- _BRIEF_
Do any lines in the data below contain "serif"? If so, copy every one of them.

Saved data entries:
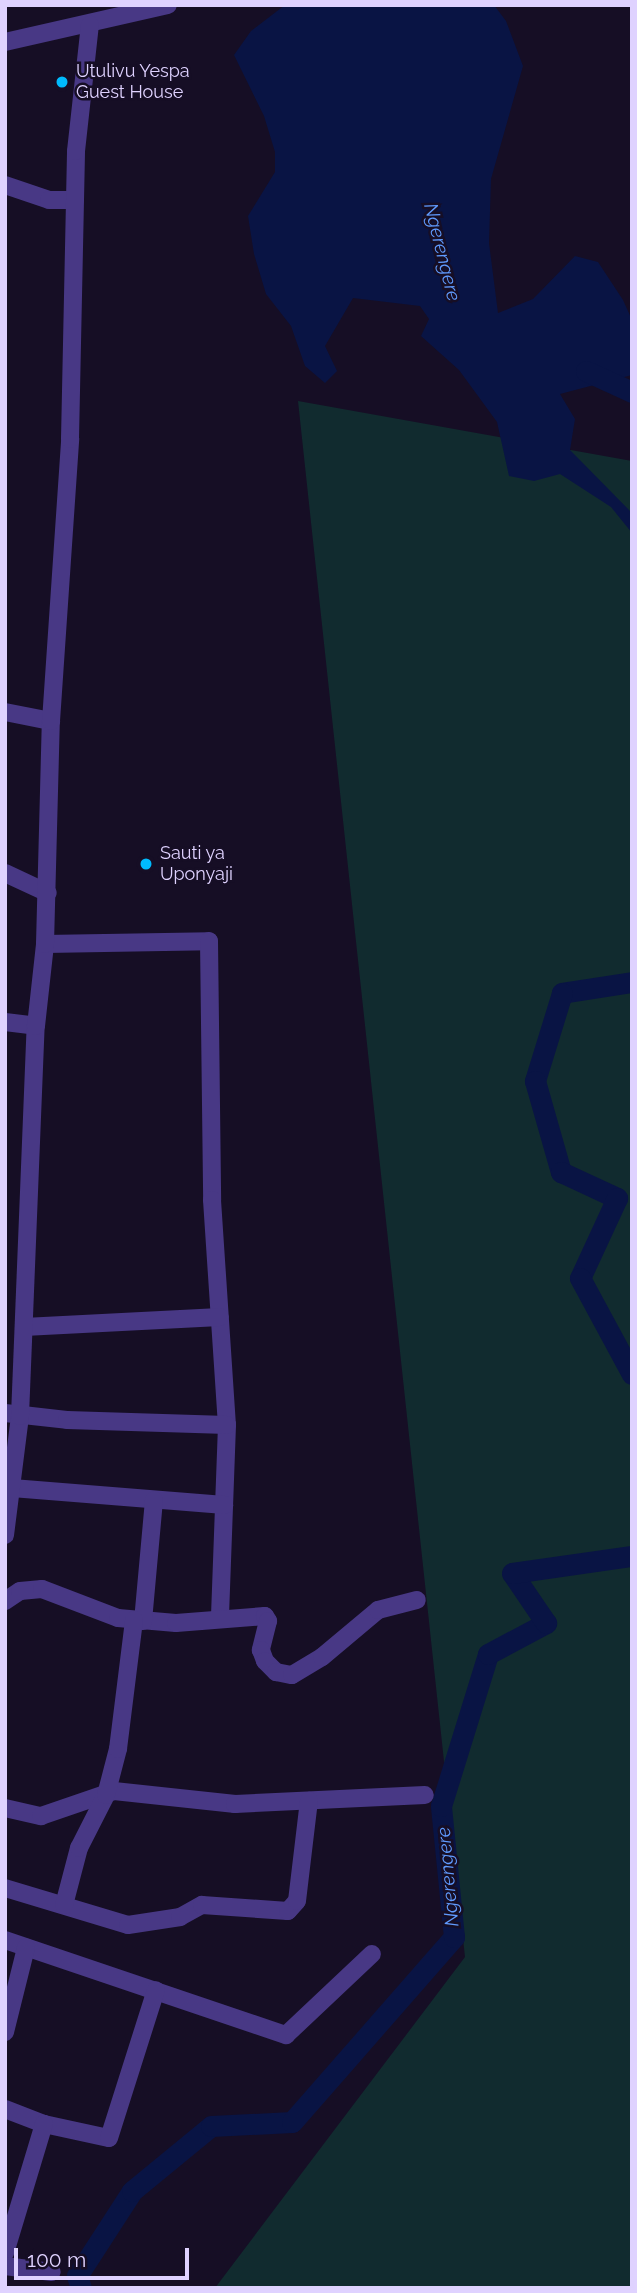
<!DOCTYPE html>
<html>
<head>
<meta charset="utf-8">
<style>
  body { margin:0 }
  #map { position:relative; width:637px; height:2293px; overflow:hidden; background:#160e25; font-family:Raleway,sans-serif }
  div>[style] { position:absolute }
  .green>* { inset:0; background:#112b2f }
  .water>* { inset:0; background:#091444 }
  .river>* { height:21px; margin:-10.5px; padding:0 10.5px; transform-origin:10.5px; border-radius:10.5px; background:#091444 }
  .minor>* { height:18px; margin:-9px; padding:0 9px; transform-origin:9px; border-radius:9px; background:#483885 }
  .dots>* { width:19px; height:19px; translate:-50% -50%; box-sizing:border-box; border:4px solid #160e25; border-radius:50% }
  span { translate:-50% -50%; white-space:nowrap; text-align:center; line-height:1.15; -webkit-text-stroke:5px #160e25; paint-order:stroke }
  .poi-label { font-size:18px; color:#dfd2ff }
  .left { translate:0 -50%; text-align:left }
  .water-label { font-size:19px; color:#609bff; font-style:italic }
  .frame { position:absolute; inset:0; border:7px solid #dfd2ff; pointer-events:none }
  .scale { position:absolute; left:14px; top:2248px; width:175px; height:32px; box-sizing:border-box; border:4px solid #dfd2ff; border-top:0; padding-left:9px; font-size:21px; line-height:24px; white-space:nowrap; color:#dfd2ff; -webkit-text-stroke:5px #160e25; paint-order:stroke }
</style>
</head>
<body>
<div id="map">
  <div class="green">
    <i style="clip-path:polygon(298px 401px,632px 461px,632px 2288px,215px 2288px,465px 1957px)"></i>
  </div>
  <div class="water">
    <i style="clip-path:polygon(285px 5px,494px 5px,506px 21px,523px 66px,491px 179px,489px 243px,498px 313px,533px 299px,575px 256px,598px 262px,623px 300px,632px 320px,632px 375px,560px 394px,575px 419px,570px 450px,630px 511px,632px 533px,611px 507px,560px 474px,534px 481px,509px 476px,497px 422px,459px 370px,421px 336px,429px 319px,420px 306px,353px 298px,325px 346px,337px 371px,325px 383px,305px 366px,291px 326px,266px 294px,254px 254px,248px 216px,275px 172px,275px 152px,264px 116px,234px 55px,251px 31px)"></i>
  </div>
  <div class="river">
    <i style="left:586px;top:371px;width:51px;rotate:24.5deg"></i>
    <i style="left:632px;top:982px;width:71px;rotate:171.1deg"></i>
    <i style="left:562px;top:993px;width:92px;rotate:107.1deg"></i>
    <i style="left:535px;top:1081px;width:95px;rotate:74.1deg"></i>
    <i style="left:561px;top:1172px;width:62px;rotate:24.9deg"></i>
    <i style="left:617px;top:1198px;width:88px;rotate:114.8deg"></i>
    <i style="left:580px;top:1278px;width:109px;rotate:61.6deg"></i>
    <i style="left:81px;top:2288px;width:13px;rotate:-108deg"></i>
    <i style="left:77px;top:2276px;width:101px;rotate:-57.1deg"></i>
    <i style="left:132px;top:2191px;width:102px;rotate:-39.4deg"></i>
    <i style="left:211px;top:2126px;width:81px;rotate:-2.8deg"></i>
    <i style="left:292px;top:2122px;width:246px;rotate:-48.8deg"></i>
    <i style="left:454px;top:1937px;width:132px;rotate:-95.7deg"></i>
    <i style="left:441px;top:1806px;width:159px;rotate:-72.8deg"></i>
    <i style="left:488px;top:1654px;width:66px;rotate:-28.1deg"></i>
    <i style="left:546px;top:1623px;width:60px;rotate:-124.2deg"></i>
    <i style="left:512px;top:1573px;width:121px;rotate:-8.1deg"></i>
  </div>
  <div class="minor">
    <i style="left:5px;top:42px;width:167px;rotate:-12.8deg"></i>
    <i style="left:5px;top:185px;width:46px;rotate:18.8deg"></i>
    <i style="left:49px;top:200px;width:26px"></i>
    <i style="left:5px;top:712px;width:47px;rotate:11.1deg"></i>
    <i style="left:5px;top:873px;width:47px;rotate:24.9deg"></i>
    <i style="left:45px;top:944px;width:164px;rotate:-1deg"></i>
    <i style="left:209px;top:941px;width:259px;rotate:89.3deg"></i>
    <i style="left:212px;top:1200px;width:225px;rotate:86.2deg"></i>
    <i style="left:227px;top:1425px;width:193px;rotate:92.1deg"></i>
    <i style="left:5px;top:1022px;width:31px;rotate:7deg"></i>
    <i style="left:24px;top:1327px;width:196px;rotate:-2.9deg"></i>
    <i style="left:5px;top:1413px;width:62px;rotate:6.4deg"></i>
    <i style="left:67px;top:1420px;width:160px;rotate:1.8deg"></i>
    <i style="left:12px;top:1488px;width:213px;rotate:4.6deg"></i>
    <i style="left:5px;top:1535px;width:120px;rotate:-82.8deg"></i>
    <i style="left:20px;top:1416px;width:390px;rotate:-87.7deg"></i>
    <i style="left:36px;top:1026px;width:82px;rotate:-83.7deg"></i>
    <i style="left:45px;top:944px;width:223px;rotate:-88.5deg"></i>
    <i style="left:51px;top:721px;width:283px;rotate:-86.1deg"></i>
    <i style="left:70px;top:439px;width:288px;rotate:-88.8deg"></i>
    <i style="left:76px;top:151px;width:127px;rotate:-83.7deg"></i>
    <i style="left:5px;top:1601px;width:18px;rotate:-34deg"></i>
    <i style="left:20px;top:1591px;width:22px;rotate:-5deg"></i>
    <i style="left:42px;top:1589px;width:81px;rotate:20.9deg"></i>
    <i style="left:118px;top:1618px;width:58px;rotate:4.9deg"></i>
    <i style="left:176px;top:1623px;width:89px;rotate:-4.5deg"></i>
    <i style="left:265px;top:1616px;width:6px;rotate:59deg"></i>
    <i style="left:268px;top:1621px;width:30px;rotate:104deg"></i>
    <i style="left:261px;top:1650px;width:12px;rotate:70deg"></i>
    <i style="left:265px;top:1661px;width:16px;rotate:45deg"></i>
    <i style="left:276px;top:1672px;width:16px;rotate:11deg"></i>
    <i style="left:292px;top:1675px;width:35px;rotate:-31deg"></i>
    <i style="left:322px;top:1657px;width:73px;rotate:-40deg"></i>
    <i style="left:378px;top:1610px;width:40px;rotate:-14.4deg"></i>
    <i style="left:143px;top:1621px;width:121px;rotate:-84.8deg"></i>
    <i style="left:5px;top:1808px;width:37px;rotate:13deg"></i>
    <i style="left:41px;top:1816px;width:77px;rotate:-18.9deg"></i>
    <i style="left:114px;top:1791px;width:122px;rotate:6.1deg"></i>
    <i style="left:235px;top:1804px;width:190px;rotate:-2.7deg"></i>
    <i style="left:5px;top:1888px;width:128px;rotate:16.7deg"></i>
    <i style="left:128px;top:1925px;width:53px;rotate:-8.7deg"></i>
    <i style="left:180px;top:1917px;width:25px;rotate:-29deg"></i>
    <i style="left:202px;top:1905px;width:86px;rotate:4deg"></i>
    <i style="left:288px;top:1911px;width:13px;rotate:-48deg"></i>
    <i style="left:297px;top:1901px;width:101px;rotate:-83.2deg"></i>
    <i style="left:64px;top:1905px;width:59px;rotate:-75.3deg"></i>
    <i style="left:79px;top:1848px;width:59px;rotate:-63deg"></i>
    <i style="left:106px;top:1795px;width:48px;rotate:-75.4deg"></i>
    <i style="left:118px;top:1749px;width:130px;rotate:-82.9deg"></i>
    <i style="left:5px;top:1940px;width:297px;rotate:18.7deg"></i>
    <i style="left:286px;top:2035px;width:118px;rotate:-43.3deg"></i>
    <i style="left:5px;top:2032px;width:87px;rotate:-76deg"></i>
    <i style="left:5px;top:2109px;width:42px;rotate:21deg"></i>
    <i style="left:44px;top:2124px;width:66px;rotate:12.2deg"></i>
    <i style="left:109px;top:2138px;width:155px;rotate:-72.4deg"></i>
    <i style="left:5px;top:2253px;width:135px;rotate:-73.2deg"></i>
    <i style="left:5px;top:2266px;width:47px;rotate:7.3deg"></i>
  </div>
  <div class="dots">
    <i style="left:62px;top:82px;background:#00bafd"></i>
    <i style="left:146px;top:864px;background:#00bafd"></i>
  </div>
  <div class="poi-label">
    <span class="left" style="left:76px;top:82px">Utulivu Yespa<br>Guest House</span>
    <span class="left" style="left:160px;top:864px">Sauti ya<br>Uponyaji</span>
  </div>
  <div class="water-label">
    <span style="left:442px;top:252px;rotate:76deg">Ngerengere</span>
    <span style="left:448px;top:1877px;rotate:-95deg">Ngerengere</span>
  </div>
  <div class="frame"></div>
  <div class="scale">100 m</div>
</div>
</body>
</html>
--
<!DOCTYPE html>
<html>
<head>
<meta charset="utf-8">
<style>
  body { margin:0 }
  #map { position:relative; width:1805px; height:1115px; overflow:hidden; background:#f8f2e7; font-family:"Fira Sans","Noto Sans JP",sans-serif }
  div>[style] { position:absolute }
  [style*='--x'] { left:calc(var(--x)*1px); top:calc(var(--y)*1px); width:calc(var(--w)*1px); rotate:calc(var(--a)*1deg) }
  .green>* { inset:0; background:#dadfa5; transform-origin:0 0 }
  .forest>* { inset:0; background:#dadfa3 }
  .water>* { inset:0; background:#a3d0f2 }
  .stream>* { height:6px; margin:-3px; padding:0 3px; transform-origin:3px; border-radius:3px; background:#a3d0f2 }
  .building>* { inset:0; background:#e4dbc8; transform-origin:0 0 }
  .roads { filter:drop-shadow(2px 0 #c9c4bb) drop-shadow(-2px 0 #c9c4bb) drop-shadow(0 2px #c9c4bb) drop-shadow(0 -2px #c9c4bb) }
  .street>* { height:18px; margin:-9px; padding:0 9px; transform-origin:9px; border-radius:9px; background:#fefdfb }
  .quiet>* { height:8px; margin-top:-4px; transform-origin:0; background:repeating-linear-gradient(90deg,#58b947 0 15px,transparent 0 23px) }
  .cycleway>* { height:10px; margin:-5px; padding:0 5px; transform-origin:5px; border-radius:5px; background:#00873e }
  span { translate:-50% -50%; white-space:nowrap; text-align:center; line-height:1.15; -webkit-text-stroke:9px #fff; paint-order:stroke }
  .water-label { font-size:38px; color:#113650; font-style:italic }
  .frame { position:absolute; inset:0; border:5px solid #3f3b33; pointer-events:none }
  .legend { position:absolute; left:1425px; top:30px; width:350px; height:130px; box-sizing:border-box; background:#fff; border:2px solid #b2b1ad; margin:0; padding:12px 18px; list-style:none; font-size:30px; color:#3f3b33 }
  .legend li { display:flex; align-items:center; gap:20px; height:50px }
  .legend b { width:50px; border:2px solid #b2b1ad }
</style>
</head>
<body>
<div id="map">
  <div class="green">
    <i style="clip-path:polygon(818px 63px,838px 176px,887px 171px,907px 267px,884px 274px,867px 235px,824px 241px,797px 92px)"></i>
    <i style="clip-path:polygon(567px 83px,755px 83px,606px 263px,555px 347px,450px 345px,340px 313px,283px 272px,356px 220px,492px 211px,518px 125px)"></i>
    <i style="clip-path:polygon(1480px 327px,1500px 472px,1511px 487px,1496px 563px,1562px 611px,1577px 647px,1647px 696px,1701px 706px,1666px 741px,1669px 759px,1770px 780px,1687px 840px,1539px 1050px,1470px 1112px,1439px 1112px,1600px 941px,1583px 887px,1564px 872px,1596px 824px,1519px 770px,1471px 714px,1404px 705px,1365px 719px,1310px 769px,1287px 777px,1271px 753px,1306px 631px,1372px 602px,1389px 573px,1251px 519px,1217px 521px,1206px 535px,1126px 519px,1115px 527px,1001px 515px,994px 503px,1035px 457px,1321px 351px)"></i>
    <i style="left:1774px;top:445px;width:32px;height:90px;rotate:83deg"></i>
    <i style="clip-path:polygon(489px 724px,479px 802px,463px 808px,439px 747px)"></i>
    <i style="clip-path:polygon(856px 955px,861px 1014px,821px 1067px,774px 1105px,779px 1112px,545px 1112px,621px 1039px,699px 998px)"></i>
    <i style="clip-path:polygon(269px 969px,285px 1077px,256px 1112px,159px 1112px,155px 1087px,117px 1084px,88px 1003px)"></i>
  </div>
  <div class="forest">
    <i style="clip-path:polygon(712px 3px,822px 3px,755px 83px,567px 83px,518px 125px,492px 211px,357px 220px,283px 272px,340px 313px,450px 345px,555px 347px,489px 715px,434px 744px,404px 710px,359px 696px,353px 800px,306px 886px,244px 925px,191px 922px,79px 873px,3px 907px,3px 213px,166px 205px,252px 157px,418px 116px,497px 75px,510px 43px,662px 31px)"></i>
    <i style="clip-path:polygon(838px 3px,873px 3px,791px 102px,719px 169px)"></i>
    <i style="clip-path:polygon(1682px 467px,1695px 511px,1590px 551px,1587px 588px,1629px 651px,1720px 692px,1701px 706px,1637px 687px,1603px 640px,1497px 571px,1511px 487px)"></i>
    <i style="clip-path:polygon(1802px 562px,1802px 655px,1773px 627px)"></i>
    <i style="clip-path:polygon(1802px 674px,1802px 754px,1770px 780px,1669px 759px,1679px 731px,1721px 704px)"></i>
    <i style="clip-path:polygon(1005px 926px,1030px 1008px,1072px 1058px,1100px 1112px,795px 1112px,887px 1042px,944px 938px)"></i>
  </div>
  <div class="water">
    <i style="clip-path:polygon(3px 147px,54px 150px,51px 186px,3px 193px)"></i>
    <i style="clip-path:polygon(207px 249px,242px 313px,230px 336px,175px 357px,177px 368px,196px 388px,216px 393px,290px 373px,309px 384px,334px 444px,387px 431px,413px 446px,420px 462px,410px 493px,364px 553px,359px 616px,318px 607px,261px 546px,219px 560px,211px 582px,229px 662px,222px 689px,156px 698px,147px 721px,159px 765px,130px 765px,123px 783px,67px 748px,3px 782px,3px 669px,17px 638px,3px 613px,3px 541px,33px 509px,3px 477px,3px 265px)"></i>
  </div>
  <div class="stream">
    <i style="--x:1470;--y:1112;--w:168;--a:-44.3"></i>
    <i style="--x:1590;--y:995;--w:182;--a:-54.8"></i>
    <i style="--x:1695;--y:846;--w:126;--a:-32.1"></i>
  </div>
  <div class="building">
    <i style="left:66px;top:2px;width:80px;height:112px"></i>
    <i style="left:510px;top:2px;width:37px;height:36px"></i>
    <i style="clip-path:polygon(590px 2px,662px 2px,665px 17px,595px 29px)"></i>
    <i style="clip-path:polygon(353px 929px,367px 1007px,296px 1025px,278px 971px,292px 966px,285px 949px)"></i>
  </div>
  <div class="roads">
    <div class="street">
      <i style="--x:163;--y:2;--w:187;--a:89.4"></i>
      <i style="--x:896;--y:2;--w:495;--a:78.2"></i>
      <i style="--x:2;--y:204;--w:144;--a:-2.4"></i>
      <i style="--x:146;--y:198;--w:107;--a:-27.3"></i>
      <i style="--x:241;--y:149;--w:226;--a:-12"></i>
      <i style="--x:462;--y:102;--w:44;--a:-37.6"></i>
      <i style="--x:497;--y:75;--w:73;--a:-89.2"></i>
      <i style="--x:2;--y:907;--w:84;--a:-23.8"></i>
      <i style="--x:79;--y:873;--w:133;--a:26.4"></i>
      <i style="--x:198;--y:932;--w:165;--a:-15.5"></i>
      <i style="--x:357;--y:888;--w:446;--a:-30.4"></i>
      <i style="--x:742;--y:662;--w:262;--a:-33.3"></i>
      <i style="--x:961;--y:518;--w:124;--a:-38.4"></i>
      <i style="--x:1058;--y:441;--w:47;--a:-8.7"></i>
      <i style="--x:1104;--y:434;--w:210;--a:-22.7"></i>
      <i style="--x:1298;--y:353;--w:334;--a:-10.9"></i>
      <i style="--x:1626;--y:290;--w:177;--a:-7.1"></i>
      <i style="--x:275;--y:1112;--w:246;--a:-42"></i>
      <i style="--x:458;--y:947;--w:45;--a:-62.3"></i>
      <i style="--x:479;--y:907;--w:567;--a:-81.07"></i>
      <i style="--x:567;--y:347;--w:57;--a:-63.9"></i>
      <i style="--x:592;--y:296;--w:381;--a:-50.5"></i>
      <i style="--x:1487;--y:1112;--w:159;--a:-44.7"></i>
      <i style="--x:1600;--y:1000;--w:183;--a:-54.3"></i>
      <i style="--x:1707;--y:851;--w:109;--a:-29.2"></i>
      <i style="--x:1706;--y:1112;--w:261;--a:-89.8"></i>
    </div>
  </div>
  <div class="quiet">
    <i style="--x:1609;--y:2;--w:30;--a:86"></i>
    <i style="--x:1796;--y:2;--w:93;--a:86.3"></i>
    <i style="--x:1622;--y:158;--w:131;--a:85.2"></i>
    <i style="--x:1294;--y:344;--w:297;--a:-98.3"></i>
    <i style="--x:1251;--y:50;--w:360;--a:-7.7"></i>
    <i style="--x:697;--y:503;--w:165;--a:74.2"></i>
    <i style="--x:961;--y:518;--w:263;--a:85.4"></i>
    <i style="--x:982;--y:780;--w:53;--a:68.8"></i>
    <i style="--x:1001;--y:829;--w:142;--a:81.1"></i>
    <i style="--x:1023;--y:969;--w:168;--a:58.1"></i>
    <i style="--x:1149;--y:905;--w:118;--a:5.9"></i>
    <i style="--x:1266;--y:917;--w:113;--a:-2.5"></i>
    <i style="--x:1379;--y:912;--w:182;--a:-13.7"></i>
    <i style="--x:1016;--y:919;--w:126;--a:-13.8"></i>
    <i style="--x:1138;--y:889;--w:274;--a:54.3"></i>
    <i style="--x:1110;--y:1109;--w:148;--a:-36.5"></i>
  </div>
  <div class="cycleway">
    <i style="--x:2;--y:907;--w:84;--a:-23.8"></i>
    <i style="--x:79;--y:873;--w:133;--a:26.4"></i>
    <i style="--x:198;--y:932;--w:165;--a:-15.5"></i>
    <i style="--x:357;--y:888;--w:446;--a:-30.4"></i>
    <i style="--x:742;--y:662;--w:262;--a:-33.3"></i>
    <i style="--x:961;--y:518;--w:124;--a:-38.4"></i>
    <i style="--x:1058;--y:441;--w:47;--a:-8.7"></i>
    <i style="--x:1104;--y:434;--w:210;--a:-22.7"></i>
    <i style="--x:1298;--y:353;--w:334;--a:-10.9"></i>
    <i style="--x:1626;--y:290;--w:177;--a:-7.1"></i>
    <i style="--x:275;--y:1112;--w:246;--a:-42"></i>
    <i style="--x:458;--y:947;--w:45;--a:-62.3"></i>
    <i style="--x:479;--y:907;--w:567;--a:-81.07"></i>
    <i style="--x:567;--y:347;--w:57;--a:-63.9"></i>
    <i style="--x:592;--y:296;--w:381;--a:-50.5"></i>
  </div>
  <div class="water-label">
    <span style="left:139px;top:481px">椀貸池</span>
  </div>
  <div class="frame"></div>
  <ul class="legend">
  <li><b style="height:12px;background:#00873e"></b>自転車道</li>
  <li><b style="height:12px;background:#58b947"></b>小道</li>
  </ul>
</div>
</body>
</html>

- _ANSWER SPACE_
  #map { position:relative; width:637px; height:2293px; overflow:hidden; background:#160e25; font-family:Raleway,sans-serif }
  #map { position:relative; width:1805px; height:1115px; overflow:hidden; background:#f8f2e7; font-family:"Fira Sans","Noto Sans JP",sans-serif }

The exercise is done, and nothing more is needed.